When we first meet Coraline and her family, they have only recently moved into one of the flats in a “very old house” with an attic, a run down garden and an empty well in the back yard” (Gaiman 3). The other flats in the house are occupied by two “old and round” former actresses Miss Spink and Miss Forcible (3) and a very eccentric “crazy old man with a big moustache” (4) who is unsuccessfully training a mouse circus. Although warned by her mother to not open a door to a bricked up passage situated in the living room of their flat, Coraline does just that and finds to her surprise that she can access another set of flats which turns out to be a mirror image of her own with an uncannily similar cast of characters to her own. There is an ‘other’ mother and father, an ‘other’ Misses Spink and Forcible (playing their young stage performing selves) and an ‘other’ crazy old man all of whom possess button eyes. There are other significant differences, but the most noteworthy presence in the other world is the all-consuming, powerful ‘other’ mother who is like but unlike Coraline’s real one. In her adventure in fantasy land, Coraline eventually rescues her parents who are kidnapped (parent-napped) by the wicked other mother, saves the souls of the other mother’s previous child victims and eventually destroys this maternal monster with the wily and timely help of a talking Cat.
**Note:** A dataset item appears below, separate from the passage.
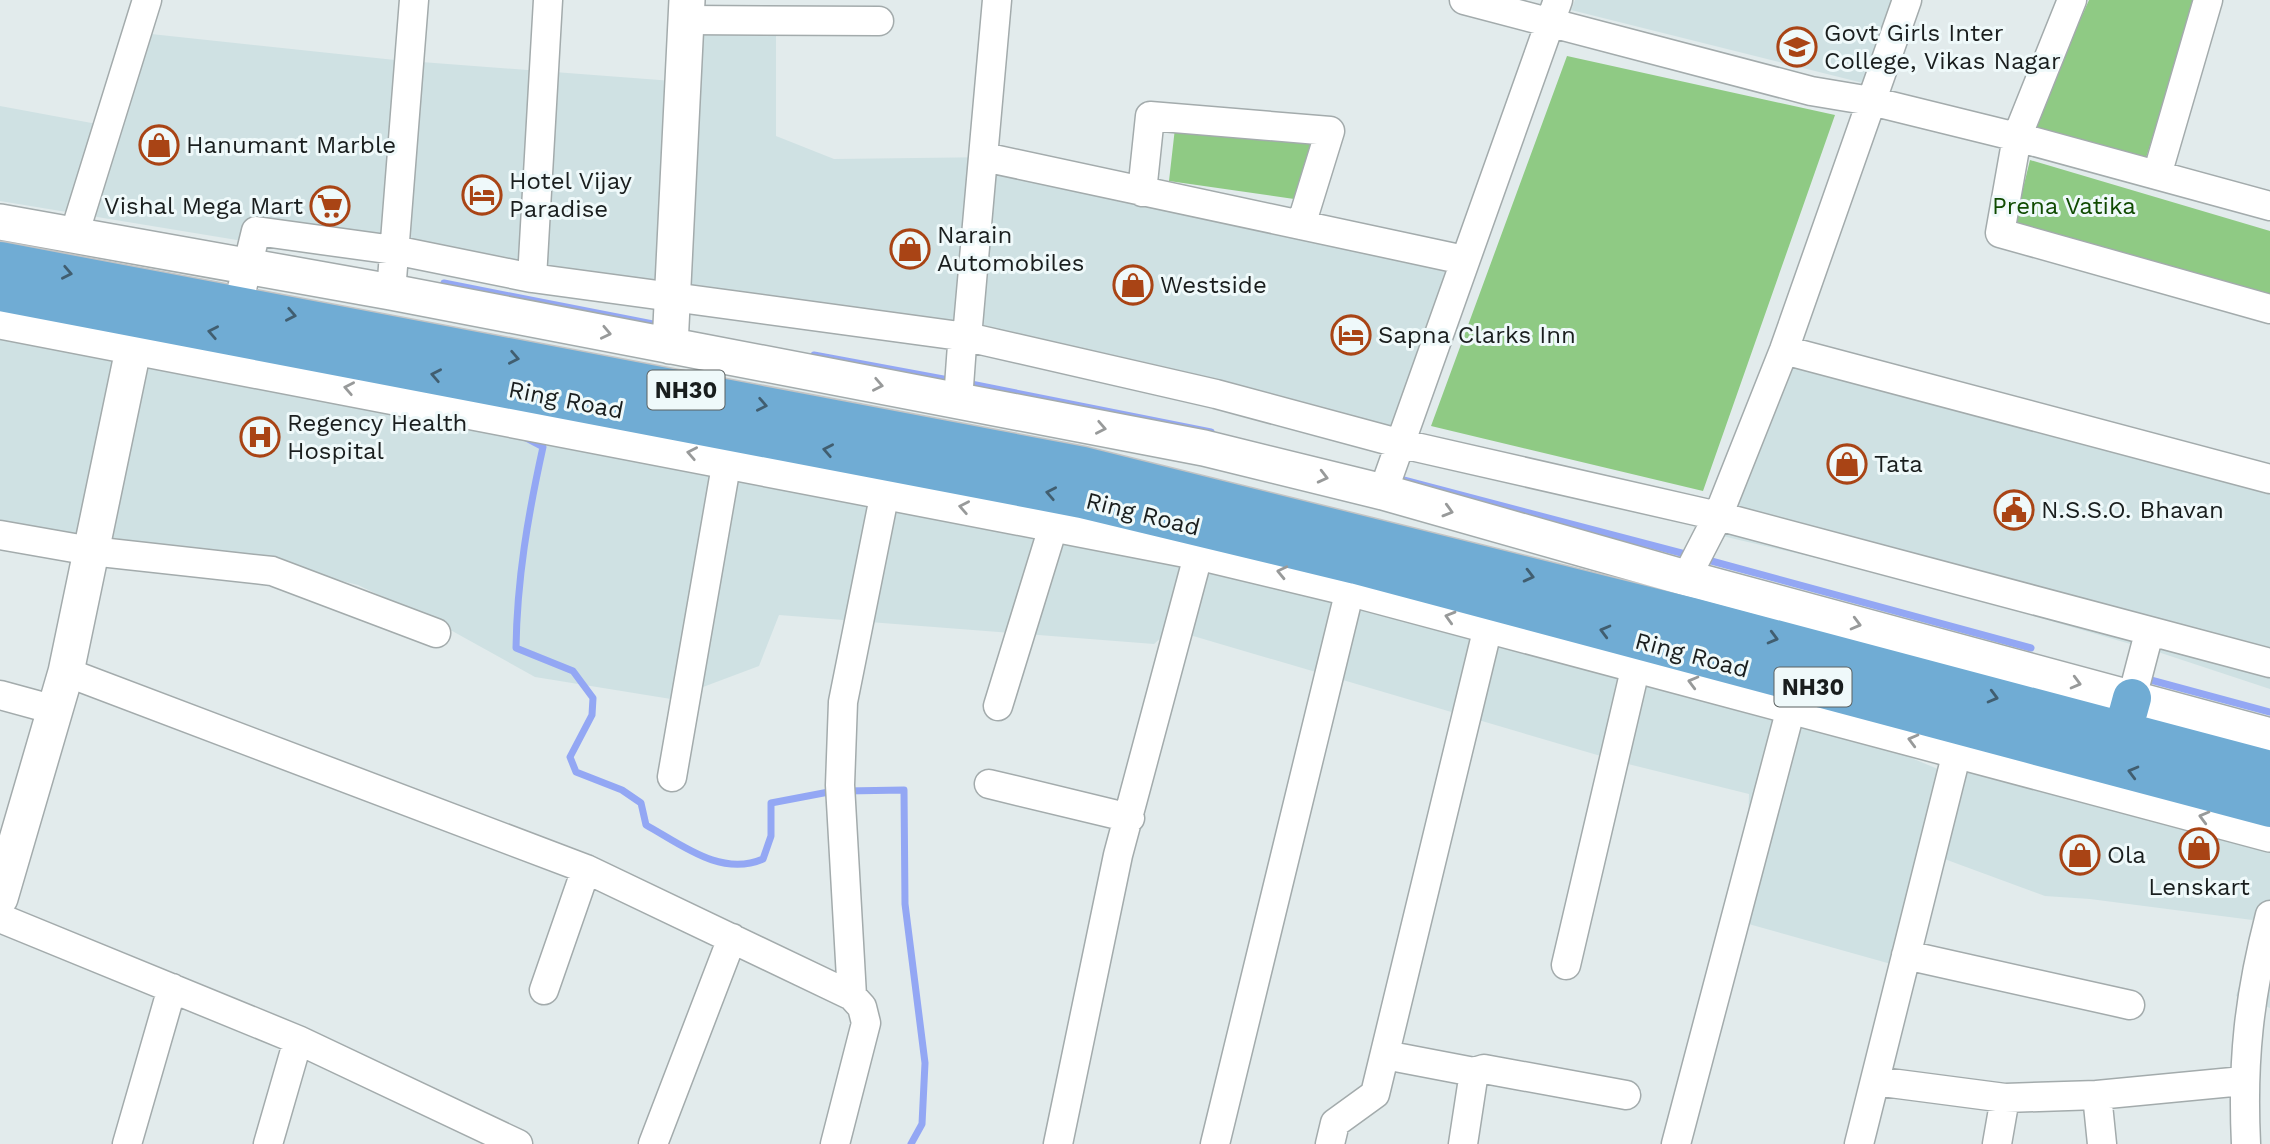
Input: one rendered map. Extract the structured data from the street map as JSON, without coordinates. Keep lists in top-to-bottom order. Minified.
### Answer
{"streets":{"highway":["NH30","Ring Road"]},"parks":["Prena Vatika"],"places":{"school or university":["Govt Girls Inter College, Vikas Nagar"],"shop":["Hanumant Marble","Narain Automobiles","Westside","Tata","Lenskart","Ola"],"hotel":["Hotel Vijay Paradise","Sapna Clarks Inn"],"supermarket":["Vishal Mega Mart"],"hospital":["Regency Health Hospital"],"public building":["N.S.S.O. Bhavan"]}}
There is general agreement amongst critics of Gaiman’s story for young readers that the simulacra beyond the brick wall and what happens there signify as sites and manifestations of unconscious anxieties and desires which mark Coraline’s stage in life in which her relationship with her parents (particularly her mother) are pivotal (Rudd; Parsons). Rudd in fact claims that Gaiman’s text ‘uncannily’ provides a blueprint for the oedipal process. Coraline’s activities in the other world coincide with a time in her life when she is still desirous of her parents’ attention and company yet craving some independence. In Freudian terms, she is about to undergo a resolution of the Oedipus complex which will enable her to move towards a specifically female adulthood. She is bored with the toys and games of childhood, and she wants to be different to other girls as is suggested in her desire to buy green Day-Glo gloves instead of school regulation ones. Sidelined by the inclement weather during the school holidays, she wanders aimlessly around the family house. Both her parents are too preoccupied with their respective work situations to alleviate her boredom. Her mother, busy at the computer advises “I don’t really mind what you do…as long as you don’t make a mess” (15). Her father responds by proposing she count the windows and doors in the house to keep amused. These suggestions indicate the ways in which both parents restrict and confine Coraline to the domestic and familiar, and in so doing, endorse her child status. Coraline’s attempts to find some recognition of her needs and developing sense of self are also frustrated outside the family structure and its spatial sites. For example the crazy old man upstairs and Miss Forcible and Miss Spinks misname her ‘Caroline’ instead of ‘Coraline’. In Lacanian terms, Coraline has reached a threshold moment in the development of subjectivity, one where if there is no affirmation of self in the symbolic order he/she runs the risk of retreating to a more regressive state, trapped in the mirror phase which allows only the play of the imaginary. In terms of the novella’s narrative arc, what happens next is as much an interesting iteration of this process as it is of the oedipal crisis. Against this backdrop of the symbolic order’s refusal of her ‘self’ as she experiences it, coupled with her need to be still linked in some essential way with her mother and father, Coraline’s fantasy/dreamworld is triggered.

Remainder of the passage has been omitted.